Every line of the data below should be printed exactly.
[[ RECORDS TO USE, beginning ]]
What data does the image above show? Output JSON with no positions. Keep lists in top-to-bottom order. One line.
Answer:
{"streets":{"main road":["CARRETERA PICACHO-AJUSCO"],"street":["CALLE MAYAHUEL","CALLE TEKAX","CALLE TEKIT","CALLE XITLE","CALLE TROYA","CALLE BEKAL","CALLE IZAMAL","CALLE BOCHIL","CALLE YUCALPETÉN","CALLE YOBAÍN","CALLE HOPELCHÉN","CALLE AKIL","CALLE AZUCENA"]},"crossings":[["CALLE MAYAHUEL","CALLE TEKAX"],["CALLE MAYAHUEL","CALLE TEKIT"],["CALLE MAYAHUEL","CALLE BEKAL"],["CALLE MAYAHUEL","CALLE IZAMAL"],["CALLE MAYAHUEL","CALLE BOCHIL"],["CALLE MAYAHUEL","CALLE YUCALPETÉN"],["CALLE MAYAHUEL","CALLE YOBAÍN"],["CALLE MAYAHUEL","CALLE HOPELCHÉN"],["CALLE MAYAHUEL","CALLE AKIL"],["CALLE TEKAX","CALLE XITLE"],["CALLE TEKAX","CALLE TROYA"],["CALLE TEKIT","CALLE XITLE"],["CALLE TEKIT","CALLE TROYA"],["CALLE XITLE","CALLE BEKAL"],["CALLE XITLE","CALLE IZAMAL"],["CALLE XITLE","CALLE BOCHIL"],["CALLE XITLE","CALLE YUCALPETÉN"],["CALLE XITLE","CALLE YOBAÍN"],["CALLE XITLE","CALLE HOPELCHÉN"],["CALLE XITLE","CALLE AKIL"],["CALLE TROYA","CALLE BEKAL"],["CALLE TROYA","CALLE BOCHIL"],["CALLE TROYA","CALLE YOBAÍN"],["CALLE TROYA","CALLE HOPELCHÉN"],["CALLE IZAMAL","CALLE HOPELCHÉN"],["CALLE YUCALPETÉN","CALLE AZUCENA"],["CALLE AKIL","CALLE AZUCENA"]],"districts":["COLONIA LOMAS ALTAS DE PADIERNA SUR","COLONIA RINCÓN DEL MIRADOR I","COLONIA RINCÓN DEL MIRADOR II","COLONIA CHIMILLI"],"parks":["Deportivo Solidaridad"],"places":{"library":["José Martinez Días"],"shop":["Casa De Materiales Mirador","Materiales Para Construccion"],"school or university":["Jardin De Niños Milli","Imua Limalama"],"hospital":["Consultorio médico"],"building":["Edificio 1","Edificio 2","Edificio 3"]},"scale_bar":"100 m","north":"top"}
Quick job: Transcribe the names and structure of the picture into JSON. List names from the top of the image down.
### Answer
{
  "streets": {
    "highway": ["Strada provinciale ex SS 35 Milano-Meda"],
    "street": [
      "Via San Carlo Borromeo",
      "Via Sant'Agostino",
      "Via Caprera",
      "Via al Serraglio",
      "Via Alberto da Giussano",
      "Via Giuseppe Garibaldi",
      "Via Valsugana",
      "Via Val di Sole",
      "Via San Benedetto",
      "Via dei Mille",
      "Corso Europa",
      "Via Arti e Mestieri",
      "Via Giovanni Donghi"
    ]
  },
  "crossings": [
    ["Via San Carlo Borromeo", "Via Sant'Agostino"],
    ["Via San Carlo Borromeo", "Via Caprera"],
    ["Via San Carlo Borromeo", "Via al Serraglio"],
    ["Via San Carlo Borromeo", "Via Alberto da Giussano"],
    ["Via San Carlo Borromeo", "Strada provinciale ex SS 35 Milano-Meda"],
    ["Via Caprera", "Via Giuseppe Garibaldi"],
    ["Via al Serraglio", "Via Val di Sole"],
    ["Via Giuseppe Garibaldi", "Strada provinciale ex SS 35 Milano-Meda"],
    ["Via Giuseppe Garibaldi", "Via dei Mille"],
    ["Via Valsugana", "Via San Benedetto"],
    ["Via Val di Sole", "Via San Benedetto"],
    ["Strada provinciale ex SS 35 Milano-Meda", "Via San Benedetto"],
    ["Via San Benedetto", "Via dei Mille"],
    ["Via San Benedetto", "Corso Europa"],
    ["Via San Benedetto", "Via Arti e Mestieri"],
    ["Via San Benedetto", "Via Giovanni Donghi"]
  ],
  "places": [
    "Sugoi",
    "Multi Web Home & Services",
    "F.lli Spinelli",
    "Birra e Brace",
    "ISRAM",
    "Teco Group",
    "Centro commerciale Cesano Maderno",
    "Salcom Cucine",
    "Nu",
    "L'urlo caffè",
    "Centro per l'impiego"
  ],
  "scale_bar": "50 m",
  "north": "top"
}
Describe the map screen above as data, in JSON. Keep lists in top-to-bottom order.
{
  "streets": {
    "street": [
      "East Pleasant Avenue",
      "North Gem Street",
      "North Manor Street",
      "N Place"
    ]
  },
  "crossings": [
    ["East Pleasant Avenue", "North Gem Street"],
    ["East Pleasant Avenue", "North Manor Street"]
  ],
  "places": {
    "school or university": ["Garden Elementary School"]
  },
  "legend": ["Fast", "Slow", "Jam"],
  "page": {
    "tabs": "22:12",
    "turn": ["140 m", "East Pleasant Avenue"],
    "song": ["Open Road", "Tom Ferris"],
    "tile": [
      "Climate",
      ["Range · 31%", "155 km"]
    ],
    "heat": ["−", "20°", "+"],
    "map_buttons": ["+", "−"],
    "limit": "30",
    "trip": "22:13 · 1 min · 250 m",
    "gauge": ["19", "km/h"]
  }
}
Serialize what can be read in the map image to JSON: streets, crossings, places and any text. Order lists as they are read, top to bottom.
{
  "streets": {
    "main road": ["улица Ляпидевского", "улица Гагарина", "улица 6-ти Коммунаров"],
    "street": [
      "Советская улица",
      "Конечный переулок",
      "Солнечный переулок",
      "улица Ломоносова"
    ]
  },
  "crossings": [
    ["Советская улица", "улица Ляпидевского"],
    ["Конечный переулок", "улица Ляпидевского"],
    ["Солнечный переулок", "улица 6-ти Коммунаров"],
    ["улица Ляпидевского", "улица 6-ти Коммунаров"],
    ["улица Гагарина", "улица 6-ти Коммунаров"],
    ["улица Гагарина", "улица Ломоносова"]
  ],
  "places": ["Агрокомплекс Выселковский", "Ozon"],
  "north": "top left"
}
[[ RECORDS TO USE, end ]]
* TASK RESPONSE
What data does the image above show? Output JSON with no positions. Keep lists in top-to-bottom order. One line.
Answer:
{"streets":{"main road":["CARRETERA PICACHO-AJUSCO"],"street":["CALLE MAYAHUEL","CALLE TEKAX","CALLE TEKIT","CALLE XITLE","CALLE TROYA","CALLE BEKAL","CALLE IZAMAL","CALLE BOCHIL","CALLE YUCALPETÉN","CALLE YOBAÍN","CALLE HOPELCHÉN","CALLE AKIL","CALLE AZUCENA"]},"crossings":[["CALLE MAYAHUEL","CALLE TEKAX"],["CALLE MAYAHUEL","CALLE TEKIT"],["CALLE MAYAHUEL","CALLE BEKAL"],["CALLE MAYAHUEL","CALLE IZAMAL"],["CALLE MAYAHUEL","CALLE BOCHIL"],["CALLE MAYAHUEL","CALLE YUCALPETÉN"],["CALLE MAYAHUEL","CALLE YOBAÍN"],["CALLE MAYAHUEL","CALLE HOPELCHÉN"],["CALLE MAYAHUEL","CALLE AKIL"],["CALLE TEKAX","CALLE XITLE"],["CALLE TEKAX","CALLE TROYA"],["CALLE TEKIT","CALLE XITLE"],["CALLE TEKIT","CALLE TROYA"],["CALLE XITLE","CALLE BEKAL"],["CALLE XITLE","CALLE IZAMAL"],["CALLE XITLE","CALLE BOCHIL"],["CALLE XITLE","CALLE YUCALPETÉN"],["CALLE XITLE","CALLE YOBAÍN"],["CALLE XITLE","CALLE HOPELCHÉN"],["CALLE XITLE","CALLE AKIL"],["CALLE TROYA","CALLE BEKAL"],["CALLE TROYA","CALLE BOCHIL"],["CALLE TROYA","CALLE YOBAÍN"],["CALLE TROYA","CALLE HOPELCHÉN"],["CALLE IZAMAL","CALLE HOPELCHÉN"],["CALLE YUCALPETÉN","CALLE AZUCENA"],["CALLE AKIL","CALLE AZUCENA"]],"districts":["COLONIA LOMAS ALTAS DE PADIERNA SUR","COLONIA RINCÓN DEL MIRADOR I","COLONIA RINCÓN DEL MIRADOR II","COLONIA CHIMILLI"],"parks":["Deportivo Solidaridad"],"places":{"library":["José Martinez Días"],"shop":["Casa De Materiales Mirador","Materiales Para Construccion"],"school or university":["Jardin De Niños Milli","Imua Limalama"],"hospital":["Consultorio médico"],"building":["Edificio 1","Edificio 2","Edificio 3"]},"scale_bar":"100 m","north":"top"}
Quick job: Transcribe the names and structure of the picture into JSON. List names from the top of the image down.
### Answer
{
  "streets": {
    "highway": ["Strada provinciale ex SS 35 Milano-Meda"],
    "street": [
      "Via San Carlo Borromeo",
      "Via Sant'Agostino",
      "Via Caprera",
      "Via al Serraglio",
      "Via Alberto da Giussano",
      "Via Giuseppe Garibaldi",
      "Via Valsugana",
      "Via Val di Sole",
      "Via San Benedetto",
      "Via dei Mille",
      "Corso Europa",
      "Via Arti e Mestieri",
      "Via Giovanni Donghi"
    ]
  },
  "crossings": [
    ["Via San Carlo Borromeo", "Via Sant'Agostino"],
    ["Via San Carlo Borromeo", "Via Caprera"],
    ["Via San Carlo Borromeo", "Via al Serraglio"],
    ["Via San Carlo Borromeo", "Via Alberto da Giussano"],
    ["Via San Carlo Borromeo", "Strada provinciale ex SS 35 Milano-Meda"],
    ["Via Caprera", "Via Giuseppe Garibaldi"],
    ["Via al Serraglio", "Via Val di Sole"],
    ["Via Giuseppe Garibaldi", "Strada provinciale ex SS 35 Milano-Meda"],
    ["Via Giuseppe Garibaldi", "Via dei Mille"],
    ["Via Valsugana", "Via San Benedetto"],
    ["Via Val di Sole", "Via San Benedetto"],
    ["Strada provinciale ex SS 35 Milano-Meda", "Via San Benedetto"],
    ["Via San Benedetto", "Via dei Mille"],
    ["Via San Benedetto", "Corso Europa"],
    ["Via San Benedetto", "Via Arti e Mestieri"],
    ["Via San Benedetto", "Via Giovanni Donghi"]
  ],
  "places": [
    "Sugoi",
    "Multi Web Home & Services",
    "F.lli Spinelli",
    "Birra e Brace",
    "ISRAM",
    "Teco Group",
    "Centro commerciale Cesano Maderno",
    "Salcom Cucine",
    "Nu",
    "L'urlo caffè",
    "Centro per l'impiego"
  ],
  "scale_bar": "50 m",
  "north": "top"
}
Describe the map screen above as data, in JSON. Keep lists in top-to-bottom order.
{
  "streets": {
    "street": [
      "East Pleasant Avenue",
      "North Gem Street",
      "North Manor Street",
      "N Place"
    ]
  },
  "crossings": [
    ["East Pleasant Avenue", "North Gem Street"],
    ["East Pleasant Avenue", "North Manor Street"]
  ],
  "places": {
    "school or university": ["Garden Elementary School"]
  },
  "legend": ["Fast", "Slow", "Jam"],
  "page": {
    "tabs": "22:12",
    "turn": ["140 m", "East Pleasant Avenue"],
    "song": ["Open Road", "Tom Ferris"],
    "tile": [
      "Climate",
      ["Range · 31%", "155 km"]
    ],
    "heat": ["−", "20°", "+"],
    "map_buttons": ["+", "−"],
    "limit": "30",
    "trip": "22:13 · 1 min · 250 m",
    "gauge": ["19", "km/h"]
  }
}
Serialize what can be read in the map image to JSON: streets, crossings, places and any text. Order lists as they are read, top to bottom.
{
  "streets": {
    "main road": ["улица Ляпидевского", "улица Гагарина", "улица 6-ти Коммунаров"],
    "street": [
      "Советская улица",
      "Конечный переулок",
      "Солнечный переулок",
      "улица Ломоносова"
    ]
  },
  "crossings": [
    ["Советская улица", "улица Ляпидевского"],
    ["Конечный переулок", "улица Ляпидевского"],
    ["Солнечный переулок", "улица 6-ти Коммунаров"],
    ["улица Ляпидевского", "улица 6-ти Коммунаров"],
    ["улица Гагарина", "улица 6-ти Коммунаров"],
    ["улица Гагарина", "улица Ломоносова"]
  ],
  "places": ["Агрокомплекс Выселковский", "Ozon"],
  "north": "top left"
}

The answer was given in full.